The most ironic aspect of this whole situation is that — for years — ESC supporters have criticized the Church’s stance on ESC research as anti-science or just one more example of the Church being out of touch with reality. Yet it has been the Catholic Church that, from the start, has promoted adult stem-cell therapies, the only stem-cell therapies that have displayed any type of therapeutic benefit. In fact, these scientifically tested therapies have already reached the clinic and have benefitted a multitude of patients.

The Church has been so supportive of this ethical research and its scientific promise that it has even begun to support it financially, as the Register has reported in these pages. In 2010, the Vatican donated roughly $3 million to support researchers who were looking at the therapeutic benefits of adult intestinal stem cells. In 2011, the Vatican donated $1 million to develop a partnership with an adult stem-cell company called NeoStem. Just this past November, it organized a conference on adult stem cells that brought together leading scientists and ethicists to promote and facilitate research in this area.

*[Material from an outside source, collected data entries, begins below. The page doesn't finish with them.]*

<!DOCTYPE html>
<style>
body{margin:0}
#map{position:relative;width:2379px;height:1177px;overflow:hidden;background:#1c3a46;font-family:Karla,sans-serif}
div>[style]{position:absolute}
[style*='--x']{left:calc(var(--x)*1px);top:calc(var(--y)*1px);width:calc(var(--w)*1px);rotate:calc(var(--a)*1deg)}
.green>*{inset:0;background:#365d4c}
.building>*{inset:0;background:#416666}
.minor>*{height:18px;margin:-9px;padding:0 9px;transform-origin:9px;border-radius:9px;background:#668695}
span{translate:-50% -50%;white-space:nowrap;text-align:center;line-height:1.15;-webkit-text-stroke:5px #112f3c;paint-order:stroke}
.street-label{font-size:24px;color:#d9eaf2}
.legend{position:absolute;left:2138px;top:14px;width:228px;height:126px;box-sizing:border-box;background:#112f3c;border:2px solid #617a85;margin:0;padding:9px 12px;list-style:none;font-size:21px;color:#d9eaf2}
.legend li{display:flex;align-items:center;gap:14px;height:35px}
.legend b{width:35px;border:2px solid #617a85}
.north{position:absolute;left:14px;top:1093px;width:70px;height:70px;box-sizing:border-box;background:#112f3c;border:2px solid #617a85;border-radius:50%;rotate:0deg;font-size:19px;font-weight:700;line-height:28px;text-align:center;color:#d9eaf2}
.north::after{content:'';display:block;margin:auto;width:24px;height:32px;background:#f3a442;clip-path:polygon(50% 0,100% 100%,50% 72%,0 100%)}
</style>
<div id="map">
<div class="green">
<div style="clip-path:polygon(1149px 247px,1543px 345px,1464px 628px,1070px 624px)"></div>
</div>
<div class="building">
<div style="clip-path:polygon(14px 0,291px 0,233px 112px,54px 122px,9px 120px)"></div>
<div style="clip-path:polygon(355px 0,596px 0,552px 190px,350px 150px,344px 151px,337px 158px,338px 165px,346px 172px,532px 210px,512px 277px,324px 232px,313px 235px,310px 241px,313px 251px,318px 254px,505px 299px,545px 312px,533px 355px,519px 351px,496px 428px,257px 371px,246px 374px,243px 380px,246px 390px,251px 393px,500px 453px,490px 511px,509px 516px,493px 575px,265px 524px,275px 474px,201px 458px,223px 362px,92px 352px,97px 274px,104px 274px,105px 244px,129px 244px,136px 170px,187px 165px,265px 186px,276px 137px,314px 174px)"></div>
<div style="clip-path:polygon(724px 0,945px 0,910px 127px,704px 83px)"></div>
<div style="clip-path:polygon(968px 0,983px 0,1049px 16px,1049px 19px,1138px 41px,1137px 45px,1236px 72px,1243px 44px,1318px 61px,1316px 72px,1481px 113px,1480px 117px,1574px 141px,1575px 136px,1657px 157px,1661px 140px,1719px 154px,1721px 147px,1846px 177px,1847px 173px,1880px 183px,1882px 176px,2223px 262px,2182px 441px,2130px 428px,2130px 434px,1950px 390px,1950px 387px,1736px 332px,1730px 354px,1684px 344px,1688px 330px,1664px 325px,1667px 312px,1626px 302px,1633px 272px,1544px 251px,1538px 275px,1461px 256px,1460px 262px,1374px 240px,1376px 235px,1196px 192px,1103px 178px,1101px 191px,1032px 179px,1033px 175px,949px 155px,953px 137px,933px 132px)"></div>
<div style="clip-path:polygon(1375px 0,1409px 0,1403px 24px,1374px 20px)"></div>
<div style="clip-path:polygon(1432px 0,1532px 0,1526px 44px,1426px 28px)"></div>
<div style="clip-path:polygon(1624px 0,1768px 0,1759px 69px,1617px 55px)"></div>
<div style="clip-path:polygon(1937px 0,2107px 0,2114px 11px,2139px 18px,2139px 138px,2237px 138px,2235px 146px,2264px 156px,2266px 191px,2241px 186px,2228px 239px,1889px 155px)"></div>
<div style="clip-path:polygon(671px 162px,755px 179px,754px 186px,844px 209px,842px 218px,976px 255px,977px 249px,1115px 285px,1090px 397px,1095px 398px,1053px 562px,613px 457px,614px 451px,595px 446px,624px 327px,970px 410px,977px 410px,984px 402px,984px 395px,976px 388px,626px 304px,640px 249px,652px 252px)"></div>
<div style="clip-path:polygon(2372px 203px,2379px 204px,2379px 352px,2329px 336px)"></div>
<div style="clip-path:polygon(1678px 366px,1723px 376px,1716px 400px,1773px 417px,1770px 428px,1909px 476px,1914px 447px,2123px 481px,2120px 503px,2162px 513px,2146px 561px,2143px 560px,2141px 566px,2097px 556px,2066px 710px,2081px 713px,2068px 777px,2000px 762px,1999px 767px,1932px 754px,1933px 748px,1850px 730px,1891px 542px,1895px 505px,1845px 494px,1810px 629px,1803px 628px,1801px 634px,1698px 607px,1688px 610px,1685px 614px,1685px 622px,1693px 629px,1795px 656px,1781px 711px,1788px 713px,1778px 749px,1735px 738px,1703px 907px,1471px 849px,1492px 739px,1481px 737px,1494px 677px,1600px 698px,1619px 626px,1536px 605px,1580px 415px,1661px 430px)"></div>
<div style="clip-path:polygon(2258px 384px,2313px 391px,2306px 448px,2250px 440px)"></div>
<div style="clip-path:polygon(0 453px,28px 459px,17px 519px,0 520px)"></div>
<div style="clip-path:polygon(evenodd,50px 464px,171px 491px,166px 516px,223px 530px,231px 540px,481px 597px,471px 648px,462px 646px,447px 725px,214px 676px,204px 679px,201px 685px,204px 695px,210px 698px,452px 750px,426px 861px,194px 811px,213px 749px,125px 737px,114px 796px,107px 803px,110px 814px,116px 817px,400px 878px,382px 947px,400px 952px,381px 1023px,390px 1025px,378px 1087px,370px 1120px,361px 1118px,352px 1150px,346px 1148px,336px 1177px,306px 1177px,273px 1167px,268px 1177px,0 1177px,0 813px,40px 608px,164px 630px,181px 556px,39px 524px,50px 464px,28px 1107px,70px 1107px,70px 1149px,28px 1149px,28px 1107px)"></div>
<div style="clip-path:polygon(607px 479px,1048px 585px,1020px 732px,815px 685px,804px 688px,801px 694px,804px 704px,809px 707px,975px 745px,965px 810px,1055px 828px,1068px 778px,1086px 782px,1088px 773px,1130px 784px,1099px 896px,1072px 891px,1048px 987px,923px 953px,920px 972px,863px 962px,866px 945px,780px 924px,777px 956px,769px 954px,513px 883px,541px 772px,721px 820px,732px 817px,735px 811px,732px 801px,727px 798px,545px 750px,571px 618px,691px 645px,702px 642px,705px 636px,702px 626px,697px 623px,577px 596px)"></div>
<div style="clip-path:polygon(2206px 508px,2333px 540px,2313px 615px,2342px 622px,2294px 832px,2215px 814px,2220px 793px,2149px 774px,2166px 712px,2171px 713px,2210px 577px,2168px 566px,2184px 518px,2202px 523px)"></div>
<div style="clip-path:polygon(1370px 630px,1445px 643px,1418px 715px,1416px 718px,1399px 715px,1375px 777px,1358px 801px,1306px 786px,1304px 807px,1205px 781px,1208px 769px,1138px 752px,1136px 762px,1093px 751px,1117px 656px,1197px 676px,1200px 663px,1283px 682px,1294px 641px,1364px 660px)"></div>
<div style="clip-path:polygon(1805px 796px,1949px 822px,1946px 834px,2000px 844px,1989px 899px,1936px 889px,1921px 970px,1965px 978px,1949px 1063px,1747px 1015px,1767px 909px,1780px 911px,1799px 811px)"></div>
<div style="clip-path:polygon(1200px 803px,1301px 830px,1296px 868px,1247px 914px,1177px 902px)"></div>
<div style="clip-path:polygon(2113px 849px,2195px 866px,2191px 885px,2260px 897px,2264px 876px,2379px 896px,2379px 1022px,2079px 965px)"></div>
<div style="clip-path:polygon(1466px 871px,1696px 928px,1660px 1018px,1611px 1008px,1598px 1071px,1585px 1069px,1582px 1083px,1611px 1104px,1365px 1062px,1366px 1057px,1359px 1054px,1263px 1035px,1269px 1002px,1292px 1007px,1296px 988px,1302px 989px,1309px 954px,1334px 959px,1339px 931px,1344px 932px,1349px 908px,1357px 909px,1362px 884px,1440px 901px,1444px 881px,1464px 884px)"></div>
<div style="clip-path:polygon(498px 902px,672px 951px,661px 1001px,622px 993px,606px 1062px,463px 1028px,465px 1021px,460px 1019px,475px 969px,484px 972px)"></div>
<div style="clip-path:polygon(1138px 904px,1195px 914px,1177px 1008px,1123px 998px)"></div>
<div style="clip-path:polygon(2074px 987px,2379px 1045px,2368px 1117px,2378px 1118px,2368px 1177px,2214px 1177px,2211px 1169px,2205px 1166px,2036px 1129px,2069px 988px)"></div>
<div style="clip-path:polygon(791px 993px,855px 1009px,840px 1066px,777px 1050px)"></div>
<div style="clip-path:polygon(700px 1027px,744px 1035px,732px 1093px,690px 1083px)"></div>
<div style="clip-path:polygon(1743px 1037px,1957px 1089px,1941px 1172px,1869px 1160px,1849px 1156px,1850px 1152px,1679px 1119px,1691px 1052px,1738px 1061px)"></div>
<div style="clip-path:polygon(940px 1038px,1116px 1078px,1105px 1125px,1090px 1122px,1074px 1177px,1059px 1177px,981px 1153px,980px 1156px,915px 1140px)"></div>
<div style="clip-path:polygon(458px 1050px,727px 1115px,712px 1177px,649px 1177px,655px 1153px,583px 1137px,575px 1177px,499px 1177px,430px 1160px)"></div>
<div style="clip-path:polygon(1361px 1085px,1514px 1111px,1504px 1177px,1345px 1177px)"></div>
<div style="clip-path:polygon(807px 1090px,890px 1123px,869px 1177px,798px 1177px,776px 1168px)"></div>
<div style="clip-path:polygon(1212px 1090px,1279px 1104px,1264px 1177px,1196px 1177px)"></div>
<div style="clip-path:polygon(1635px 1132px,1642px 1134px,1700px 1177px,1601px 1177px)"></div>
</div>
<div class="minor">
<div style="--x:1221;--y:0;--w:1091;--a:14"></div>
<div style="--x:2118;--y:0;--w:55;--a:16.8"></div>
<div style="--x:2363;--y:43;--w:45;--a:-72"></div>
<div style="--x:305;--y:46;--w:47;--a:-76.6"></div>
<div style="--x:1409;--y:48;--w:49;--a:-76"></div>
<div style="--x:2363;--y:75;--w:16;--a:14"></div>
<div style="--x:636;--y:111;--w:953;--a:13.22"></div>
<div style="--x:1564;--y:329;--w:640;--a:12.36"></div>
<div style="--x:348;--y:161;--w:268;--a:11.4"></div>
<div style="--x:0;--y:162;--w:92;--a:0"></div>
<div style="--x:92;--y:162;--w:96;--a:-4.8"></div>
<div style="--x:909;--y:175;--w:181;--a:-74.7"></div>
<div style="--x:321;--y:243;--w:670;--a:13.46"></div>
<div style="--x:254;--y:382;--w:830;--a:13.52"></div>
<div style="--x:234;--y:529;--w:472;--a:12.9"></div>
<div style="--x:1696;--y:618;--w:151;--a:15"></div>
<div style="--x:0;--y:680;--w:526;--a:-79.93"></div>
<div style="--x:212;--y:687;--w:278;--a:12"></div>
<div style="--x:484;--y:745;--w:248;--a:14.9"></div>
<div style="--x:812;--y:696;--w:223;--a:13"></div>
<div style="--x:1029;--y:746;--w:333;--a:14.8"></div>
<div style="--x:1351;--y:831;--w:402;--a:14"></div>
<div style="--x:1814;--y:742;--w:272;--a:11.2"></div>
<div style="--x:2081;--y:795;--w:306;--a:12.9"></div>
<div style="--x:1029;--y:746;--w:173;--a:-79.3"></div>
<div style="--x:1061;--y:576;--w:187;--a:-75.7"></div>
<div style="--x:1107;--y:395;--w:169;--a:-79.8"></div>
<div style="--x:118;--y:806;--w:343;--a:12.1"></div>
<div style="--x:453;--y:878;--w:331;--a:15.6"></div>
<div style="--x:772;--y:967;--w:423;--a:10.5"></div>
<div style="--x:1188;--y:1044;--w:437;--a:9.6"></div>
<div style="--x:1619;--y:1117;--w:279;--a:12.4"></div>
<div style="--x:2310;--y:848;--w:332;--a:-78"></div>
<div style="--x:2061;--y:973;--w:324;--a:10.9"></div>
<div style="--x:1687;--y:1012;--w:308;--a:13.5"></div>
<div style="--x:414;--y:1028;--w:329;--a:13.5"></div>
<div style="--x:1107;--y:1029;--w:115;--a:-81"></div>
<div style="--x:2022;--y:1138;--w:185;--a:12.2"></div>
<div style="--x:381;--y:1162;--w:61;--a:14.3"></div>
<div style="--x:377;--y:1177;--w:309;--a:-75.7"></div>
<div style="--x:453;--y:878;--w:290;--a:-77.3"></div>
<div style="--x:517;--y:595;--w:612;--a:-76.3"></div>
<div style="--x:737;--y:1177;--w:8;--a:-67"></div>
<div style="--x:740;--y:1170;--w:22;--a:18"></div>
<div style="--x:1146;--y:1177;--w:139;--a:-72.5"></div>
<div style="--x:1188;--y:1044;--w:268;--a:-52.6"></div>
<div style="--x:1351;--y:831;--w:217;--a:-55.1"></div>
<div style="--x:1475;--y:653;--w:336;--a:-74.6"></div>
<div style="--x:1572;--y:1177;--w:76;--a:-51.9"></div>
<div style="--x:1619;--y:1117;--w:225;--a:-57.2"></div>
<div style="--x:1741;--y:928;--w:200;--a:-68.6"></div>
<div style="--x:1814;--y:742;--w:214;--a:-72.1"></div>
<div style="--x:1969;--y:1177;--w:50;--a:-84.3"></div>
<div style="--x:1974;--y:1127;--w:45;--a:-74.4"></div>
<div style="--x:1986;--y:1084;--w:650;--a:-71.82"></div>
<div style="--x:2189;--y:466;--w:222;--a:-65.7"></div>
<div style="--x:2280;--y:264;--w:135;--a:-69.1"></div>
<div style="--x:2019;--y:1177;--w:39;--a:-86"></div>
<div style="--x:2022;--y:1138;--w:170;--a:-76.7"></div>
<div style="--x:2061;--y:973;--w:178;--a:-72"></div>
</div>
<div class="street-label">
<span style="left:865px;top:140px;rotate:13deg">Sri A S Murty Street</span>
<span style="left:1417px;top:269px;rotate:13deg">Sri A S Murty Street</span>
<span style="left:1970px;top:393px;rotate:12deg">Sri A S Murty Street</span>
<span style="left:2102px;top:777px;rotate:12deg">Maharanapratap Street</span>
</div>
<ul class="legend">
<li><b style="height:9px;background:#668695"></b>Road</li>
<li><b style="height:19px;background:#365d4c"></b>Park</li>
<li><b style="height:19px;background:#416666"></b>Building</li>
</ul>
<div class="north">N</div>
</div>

The Church, from the start, has thrown its complete support behind the ethically sound, scientifically viable and therapeutically successful adult stem-cell field. Its critics continue to bull-headedly throw their support behind ESC research that is so ethically problematic and scientifically suspect that it is being abandoned in droves by biotech companies and investors alike. Who is it, then, exactly, that is out of touch with reality?

Daniel Kuebler, Ph.D., is a biology professor at Franciscan University in Steubenville, Ohio.